Since prism B's surface area is 4
times as large as prism A's
• surface area, prism B's dimensions are 16 times as large as prism A's.

1 answer

To analyze the relationship between the surface areas of rectangular prisms A and B, we first note the given information:

  • Surface Area of Prism A = 25 square units
  • Surface Area of Prism B = 100 square units

We see that the surface area of prism B is 4 times that of prism A (100 / 25 = 4).

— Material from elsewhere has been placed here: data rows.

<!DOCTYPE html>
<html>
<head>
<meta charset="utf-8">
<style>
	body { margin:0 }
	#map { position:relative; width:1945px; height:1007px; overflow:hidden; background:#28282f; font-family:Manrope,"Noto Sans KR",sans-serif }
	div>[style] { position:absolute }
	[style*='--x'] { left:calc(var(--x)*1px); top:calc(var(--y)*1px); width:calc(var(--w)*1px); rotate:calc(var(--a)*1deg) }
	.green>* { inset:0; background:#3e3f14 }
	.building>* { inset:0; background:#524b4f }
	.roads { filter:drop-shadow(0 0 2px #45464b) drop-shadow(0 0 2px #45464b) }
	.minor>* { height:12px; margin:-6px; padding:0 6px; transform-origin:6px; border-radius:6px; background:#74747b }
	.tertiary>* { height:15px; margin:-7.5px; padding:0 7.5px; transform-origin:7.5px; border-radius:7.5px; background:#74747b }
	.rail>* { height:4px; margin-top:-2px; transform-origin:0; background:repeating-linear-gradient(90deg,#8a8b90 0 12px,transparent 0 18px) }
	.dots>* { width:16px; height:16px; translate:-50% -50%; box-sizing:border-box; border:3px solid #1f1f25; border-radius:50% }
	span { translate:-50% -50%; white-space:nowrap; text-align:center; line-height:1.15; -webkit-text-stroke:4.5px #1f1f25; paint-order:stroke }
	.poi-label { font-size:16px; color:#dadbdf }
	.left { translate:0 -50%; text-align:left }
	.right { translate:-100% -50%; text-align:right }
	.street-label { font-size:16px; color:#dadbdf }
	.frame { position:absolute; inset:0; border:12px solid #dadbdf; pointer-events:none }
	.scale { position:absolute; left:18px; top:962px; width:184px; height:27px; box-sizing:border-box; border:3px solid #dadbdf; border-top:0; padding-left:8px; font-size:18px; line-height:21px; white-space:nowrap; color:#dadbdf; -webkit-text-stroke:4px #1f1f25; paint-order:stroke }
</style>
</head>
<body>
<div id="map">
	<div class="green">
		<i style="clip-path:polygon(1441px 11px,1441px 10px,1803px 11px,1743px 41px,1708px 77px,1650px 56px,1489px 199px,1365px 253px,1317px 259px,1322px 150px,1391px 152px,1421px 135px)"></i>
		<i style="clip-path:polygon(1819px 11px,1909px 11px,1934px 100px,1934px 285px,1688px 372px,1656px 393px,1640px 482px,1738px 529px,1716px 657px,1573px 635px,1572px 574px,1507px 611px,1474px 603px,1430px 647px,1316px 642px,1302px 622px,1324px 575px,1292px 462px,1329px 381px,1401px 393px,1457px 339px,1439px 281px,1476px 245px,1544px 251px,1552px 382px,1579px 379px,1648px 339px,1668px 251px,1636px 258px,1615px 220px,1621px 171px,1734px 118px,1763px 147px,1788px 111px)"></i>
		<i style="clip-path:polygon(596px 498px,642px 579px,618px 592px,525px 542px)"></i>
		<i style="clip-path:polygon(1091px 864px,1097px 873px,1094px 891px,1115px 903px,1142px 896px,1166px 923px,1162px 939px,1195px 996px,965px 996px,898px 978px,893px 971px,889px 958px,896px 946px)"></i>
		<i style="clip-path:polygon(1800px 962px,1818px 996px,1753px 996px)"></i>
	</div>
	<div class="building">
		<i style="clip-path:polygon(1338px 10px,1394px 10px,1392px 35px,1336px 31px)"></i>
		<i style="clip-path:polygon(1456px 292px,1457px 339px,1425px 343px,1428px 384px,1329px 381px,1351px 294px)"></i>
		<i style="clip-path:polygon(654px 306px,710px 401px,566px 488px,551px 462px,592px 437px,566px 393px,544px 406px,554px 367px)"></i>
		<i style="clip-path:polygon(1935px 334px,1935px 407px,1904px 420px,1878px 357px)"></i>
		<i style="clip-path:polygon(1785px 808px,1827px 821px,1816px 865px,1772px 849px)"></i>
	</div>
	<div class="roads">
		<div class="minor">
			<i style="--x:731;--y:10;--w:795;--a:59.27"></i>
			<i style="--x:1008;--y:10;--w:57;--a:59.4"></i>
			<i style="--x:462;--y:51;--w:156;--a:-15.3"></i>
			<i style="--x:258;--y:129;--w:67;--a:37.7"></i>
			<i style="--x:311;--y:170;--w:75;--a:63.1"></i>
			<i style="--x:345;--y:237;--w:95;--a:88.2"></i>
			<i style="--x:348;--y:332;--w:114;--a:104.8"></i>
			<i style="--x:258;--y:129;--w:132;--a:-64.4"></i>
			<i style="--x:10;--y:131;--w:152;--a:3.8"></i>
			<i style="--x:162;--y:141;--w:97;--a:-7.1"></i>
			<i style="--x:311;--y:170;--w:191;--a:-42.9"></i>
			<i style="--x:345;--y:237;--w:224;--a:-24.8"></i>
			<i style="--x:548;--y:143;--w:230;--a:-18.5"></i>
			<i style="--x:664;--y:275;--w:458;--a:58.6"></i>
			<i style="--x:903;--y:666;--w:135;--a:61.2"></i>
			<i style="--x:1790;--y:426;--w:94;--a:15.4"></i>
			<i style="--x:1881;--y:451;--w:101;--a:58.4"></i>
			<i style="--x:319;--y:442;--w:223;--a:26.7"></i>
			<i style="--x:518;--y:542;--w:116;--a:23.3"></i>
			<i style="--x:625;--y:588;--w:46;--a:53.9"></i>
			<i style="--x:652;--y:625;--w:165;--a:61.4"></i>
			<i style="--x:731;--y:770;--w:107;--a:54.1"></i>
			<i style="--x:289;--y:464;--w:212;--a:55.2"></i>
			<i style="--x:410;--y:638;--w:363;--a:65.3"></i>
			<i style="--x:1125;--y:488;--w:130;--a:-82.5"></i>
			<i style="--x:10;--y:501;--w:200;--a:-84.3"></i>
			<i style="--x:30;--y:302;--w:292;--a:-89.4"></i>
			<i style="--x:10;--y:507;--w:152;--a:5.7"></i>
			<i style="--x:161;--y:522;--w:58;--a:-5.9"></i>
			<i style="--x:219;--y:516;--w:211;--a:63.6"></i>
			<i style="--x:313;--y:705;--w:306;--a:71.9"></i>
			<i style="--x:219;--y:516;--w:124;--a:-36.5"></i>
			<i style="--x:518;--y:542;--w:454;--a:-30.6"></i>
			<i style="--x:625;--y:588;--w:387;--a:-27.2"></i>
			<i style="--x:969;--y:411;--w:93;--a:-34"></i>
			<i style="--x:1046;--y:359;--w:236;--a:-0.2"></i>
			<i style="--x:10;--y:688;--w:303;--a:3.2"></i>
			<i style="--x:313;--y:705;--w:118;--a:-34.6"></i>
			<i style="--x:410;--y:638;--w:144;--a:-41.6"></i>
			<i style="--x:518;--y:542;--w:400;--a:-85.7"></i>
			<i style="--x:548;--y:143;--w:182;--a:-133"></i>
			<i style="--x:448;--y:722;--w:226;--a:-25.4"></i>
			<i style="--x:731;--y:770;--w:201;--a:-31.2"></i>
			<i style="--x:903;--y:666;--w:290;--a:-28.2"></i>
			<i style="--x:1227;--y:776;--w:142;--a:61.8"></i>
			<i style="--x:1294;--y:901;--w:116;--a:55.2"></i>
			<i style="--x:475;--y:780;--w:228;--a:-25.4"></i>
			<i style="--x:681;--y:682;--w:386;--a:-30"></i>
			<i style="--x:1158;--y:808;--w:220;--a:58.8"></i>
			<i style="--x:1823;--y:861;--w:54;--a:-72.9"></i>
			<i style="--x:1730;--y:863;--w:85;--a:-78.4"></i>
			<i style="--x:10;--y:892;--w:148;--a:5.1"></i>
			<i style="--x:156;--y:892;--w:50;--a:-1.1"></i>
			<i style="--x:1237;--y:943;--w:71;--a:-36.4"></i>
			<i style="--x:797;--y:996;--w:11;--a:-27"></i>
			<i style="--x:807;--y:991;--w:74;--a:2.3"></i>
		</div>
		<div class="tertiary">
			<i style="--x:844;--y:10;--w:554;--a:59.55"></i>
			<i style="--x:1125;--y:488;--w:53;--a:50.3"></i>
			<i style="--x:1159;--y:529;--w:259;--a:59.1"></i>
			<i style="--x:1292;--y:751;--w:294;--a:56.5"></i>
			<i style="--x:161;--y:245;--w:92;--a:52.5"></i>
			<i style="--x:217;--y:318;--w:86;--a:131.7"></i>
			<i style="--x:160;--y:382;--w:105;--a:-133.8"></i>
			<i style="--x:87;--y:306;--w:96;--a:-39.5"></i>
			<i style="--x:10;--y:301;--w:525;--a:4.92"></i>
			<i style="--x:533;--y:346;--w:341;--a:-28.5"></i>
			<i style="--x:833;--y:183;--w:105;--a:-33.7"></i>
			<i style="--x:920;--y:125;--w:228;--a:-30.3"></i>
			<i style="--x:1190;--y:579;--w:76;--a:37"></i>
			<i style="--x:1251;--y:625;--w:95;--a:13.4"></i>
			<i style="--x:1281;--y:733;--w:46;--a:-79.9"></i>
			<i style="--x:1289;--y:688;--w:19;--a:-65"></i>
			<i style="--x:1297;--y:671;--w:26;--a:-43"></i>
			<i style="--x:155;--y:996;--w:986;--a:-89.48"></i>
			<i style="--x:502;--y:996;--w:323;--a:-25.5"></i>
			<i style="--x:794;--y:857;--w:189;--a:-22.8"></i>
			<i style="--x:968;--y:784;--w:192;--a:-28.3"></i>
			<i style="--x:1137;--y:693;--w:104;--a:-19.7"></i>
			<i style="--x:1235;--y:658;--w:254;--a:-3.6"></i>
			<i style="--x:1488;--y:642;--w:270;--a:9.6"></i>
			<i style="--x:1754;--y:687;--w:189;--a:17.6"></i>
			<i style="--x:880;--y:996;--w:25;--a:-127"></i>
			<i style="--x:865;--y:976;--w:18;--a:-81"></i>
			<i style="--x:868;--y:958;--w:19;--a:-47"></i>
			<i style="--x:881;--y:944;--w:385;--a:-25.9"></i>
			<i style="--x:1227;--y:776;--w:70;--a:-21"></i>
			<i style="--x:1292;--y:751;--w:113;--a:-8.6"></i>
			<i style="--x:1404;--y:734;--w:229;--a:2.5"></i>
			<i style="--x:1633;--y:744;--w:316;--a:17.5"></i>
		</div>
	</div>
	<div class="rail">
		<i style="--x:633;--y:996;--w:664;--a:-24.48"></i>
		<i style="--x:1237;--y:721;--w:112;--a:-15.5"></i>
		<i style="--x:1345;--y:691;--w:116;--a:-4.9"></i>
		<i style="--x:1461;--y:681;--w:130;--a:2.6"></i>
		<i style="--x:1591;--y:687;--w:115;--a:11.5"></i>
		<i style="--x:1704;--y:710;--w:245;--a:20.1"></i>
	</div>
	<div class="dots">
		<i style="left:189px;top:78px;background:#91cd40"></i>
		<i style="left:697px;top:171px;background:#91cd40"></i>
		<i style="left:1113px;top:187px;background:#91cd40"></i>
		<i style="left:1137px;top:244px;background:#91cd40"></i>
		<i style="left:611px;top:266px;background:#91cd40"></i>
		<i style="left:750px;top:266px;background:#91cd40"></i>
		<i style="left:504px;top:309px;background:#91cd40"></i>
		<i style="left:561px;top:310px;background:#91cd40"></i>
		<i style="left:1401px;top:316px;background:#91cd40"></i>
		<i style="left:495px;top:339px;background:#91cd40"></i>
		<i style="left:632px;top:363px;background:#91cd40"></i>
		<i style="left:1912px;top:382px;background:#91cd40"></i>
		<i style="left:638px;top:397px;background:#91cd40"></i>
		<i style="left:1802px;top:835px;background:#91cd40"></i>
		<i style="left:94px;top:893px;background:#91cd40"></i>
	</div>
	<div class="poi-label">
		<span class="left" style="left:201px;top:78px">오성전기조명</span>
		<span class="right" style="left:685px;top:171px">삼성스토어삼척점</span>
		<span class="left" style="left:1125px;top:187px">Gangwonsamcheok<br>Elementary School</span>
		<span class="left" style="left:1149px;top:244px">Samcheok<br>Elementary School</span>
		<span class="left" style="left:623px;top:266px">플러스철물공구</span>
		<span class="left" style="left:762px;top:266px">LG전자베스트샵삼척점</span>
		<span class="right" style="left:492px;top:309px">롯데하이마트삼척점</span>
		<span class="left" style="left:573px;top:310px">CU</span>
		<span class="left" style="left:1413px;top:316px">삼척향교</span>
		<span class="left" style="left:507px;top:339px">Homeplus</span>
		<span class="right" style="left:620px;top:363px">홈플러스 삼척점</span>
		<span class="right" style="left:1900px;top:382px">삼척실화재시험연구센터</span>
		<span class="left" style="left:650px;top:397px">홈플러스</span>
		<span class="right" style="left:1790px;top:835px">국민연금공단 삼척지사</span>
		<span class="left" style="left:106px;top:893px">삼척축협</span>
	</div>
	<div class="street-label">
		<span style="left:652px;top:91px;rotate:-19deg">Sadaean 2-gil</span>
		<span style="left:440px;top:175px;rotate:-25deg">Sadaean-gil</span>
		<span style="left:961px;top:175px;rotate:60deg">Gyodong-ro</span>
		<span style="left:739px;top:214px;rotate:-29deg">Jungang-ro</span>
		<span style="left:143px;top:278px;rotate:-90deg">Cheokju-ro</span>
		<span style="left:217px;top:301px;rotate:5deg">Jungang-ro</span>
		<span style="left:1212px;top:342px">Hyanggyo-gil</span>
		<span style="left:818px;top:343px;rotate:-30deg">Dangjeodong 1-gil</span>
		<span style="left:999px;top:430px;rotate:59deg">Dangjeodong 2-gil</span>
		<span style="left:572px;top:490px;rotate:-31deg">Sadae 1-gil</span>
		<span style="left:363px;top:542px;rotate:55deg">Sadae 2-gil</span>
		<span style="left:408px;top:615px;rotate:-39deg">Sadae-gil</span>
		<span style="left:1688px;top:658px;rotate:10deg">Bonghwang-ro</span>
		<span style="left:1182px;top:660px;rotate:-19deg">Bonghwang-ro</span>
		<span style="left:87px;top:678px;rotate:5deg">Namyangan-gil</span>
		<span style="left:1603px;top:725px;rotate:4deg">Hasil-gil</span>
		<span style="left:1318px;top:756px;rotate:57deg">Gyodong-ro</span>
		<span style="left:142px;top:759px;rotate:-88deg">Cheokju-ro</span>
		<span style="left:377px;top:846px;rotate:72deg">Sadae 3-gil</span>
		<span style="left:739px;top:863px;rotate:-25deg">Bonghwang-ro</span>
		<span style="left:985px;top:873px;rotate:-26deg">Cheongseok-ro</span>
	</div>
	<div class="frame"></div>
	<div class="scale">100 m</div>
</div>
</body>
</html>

The surface area \( S \) of a rectangular prism is given by the formula: \[ S = 2(ab + ac + bc) \] where \( a \), \( b \), and \( c \) are the dimensions of the prism.

While the surface area increases with the dimensions, the relationship is not linear; instead, it's based on the square of the scaling factor of the dimensions. If the dimensions of prism A are multiplied by a factor \( k \), the surface area of prism B would be: \[ S_B = 2(k a)(k b) + 2(k a)(k c) + 2(k b)(k c) = k^2 \cdot S_A \]

Since we have determined that the surface area of prism B is \( 4 \) times that of prism A (i.e., \( k^2 = 4 \)), we can find \( k \) by taking the square root: \[ k = \sqrt{4} = 2 \]

This means that each dimension of prism B is 2 times that of prism A.

Thus, the correct statement is: Since prism B's surface area is 4 times as large as prism A's surface area, prism B's dimensions are twice as large as prism A's.